• DATA EXTRACT:
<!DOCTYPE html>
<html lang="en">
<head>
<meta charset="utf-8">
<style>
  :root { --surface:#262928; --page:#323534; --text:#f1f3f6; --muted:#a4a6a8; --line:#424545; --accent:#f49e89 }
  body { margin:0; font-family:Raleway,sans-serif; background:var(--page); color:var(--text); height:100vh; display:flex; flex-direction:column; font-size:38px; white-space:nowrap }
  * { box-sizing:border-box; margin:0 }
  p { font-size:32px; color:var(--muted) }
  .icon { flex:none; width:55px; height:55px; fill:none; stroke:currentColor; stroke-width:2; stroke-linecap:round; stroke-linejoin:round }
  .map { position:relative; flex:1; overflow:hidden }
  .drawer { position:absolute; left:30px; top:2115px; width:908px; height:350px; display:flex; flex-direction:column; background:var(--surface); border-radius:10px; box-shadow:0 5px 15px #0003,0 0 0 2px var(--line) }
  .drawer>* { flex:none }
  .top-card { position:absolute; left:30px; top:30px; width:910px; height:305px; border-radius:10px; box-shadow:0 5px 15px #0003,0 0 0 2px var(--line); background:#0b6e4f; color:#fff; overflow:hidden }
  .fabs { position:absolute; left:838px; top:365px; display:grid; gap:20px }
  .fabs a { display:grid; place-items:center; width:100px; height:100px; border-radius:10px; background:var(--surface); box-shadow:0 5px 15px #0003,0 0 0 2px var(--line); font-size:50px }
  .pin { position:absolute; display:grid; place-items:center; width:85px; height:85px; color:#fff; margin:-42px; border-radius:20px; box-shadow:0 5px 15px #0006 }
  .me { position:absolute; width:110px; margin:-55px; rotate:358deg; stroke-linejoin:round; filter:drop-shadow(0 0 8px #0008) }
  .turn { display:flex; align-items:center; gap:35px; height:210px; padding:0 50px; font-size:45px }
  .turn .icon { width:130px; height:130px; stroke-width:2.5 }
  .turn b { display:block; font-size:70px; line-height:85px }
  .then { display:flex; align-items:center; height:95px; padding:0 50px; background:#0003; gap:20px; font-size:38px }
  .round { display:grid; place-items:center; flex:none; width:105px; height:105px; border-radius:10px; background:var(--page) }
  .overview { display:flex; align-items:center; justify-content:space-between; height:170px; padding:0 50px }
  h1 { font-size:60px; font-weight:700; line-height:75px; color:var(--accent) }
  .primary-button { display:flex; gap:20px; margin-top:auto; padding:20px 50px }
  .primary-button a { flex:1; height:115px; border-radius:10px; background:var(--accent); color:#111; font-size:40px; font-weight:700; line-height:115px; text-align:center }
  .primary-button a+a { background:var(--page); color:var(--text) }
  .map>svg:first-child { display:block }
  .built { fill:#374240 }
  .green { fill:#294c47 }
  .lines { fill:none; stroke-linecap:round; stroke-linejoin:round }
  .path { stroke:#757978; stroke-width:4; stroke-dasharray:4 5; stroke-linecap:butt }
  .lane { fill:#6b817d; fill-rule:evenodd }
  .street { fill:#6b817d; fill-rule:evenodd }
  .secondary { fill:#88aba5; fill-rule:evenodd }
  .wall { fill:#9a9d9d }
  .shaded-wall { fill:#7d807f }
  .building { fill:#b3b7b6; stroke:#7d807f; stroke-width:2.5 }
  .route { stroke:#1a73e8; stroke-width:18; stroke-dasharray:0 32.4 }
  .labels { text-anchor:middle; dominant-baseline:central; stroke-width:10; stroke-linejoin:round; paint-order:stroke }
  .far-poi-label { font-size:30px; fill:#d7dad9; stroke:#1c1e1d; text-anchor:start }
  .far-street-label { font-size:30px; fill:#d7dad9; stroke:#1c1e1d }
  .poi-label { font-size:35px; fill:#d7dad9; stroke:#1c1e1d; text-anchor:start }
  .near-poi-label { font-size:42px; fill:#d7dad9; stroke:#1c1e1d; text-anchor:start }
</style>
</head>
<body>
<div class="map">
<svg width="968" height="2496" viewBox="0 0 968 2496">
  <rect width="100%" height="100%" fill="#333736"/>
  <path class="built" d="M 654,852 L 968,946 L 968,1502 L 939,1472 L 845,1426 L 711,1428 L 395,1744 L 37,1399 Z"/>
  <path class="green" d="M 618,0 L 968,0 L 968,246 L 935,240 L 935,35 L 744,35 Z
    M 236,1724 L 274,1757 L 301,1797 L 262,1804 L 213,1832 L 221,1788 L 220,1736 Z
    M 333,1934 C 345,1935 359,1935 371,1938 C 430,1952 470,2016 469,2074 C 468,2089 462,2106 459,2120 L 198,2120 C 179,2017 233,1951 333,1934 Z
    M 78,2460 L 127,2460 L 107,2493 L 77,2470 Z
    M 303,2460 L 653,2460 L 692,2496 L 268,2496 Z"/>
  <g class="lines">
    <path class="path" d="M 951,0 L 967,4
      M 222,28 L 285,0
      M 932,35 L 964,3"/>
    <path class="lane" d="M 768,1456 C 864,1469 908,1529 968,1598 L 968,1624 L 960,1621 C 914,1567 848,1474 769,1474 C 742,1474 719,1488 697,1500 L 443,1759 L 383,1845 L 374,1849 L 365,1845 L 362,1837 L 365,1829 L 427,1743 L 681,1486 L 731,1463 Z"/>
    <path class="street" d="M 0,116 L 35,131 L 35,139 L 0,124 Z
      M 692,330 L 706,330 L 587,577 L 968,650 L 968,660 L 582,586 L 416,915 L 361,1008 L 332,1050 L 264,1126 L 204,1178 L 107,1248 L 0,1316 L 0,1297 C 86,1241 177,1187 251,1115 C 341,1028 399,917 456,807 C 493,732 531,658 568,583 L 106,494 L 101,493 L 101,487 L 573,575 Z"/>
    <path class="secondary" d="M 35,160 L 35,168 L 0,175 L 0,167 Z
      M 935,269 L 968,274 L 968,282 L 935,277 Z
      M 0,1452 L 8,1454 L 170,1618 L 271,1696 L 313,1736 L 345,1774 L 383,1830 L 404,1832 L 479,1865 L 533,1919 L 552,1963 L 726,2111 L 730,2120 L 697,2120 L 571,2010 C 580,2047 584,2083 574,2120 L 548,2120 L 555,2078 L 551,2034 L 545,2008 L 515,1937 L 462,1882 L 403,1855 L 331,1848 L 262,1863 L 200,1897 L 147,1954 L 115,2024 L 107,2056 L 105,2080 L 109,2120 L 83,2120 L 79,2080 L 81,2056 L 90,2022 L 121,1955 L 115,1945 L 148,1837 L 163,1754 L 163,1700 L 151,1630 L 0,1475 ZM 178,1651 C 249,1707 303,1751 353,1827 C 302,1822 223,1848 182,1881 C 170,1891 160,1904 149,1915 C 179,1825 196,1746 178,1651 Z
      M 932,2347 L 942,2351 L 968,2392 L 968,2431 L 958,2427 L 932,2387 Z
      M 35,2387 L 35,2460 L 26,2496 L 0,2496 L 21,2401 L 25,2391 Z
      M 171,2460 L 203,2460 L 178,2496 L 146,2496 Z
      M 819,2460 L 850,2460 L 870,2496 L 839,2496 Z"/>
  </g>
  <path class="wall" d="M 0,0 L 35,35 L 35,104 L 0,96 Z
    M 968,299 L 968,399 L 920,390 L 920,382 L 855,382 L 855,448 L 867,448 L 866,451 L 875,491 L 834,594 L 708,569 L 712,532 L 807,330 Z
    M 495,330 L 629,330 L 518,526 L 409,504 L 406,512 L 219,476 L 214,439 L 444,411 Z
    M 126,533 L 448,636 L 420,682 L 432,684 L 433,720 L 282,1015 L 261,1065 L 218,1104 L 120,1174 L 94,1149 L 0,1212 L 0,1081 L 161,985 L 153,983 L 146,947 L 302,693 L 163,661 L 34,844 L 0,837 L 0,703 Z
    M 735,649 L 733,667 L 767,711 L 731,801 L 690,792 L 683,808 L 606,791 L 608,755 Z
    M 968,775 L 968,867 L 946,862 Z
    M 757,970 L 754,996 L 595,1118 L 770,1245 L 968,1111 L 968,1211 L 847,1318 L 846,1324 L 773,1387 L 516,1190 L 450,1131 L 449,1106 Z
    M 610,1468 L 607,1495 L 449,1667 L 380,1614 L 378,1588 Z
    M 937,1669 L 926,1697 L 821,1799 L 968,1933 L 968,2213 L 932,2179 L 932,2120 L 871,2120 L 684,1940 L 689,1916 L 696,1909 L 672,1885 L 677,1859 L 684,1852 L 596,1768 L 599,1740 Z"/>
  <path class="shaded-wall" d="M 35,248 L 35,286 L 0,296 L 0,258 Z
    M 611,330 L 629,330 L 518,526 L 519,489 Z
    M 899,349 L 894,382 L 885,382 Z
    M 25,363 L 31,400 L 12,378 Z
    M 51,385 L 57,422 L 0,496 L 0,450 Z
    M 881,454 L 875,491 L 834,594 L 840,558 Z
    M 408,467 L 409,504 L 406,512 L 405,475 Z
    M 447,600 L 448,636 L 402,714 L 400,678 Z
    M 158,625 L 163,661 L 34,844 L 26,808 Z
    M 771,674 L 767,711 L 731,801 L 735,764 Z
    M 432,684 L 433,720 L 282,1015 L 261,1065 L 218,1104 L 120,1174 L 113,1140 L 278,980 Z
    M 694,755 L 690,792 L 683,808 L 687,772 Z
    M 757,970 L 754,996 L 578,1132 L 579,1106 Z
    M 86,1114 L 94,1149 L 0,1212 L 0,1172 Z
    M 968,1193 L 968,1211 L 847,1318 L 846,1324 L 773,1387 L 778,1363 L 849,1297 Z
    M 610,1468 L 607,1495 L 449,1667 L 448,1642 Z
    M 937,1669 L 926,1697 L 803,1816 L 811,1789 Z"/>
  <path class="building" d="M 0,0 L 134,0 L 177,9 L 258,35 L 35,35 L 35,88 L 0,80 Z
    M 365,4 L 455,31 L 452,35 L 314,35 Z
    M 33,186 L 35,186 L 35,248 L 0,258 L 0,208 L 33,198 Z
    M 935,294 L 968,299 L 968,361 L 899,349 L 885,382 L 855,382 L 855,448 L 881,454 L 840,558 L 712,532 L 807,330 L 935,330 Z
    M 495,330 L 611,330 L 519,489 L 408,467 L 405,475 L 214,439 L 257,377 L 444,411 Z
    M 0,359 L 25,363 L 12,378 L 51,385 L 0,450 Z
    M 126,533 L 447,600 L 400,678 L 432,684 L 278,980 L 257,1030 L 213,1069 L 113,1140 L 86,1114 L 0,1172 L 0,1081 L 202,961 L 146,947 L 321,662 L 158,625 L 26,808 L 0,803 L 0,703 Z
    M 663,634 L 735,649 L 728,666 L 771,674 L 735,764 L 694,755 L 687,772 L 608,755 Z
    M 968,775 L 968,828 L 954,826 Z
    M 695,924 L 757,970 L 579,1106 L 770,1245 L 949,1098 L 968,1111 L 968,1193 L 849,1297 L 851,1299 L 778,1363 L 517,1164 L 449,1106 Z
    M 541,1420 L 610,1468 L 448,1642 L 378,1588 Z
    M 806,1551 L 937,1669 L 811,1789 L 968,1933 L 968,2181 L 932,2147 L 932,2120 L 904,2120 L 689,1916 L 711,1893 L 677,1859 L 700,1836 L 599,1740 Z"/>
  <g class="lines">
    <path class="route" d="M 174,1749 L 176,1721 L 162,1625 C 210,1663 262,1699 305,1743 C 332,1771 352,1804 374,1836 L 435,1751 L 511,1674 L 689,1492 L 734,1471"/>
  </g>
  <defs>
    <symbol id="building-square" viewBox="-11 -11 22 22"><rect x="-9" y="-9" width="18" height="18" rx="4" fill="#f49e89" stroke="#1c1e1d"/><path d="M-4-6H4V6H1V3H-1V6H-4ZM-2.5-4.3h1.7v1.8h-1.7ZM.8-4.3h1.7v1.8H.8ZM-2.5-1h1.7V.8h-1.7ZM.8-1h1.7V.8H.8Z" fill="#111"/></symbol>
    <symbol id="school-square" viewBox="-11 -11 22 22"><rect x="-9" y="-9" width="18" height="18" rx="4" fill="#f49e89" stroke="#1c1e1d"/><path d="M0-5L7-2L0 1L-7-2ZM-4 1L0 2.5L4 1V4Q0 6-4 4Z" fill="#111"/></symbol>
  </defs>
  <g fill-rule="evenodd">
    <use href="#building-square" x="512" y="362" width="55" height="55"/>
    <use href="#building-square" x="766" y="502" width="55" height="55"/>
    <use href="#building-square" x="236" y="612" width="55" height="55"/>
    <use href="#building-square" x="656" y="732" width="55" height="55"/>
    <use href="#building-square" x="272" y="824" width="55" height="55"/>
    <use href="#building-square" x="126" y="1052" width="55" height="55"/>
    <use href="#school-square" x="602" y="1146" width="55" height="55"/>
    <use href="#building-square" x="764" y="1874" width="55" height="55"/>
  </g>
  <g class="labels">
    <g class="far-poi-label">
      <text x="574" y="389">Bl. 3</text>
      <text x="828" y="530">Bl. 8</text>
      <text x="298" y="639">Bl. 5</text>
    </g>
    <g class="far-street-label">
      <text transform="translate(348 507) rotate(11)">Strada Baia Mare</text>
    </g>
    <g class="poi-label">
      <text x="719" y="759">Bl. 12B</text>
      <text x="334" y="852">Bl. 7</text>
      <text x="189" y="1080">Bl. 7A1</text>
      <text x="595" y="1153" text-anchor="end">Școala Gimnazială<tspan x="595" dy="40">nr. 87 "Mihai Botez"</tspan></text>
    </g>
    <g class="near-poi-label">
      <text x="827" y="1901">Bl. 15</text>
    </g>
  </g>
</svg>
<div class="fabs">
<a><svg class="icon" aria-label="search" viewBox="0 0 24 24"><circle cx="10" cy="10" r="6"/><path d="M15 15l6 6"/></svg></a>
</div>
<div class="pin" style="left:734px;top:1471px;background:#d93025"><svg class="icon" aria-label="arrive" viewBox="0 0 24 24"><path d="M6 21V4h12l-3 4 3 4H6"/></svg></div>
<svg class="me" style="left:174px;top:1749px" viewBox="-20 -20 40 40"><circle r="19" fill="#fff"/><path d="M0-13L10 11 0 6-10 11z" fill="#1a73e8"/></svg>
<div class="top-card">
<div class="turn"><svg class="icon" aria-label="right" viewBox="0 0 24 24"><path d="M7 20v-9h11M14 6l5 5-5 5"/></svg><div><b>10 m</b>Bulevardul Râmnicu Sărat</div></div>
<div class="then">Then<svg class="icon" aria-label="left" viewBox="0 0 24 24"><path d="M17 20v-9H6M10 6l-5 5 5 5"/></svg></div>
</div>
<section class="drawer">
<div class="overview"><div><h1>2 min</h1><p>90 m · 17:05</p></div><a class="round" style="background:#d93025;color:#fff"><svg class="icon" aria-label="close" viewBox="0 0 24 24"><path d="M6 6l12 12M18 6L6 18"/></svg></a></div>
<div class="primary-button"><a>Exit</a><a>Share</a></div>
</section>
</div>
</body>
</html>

• EXERCISE: Please give the number of lines above containing "hidden" and nothing else.

• SOLUTION: 2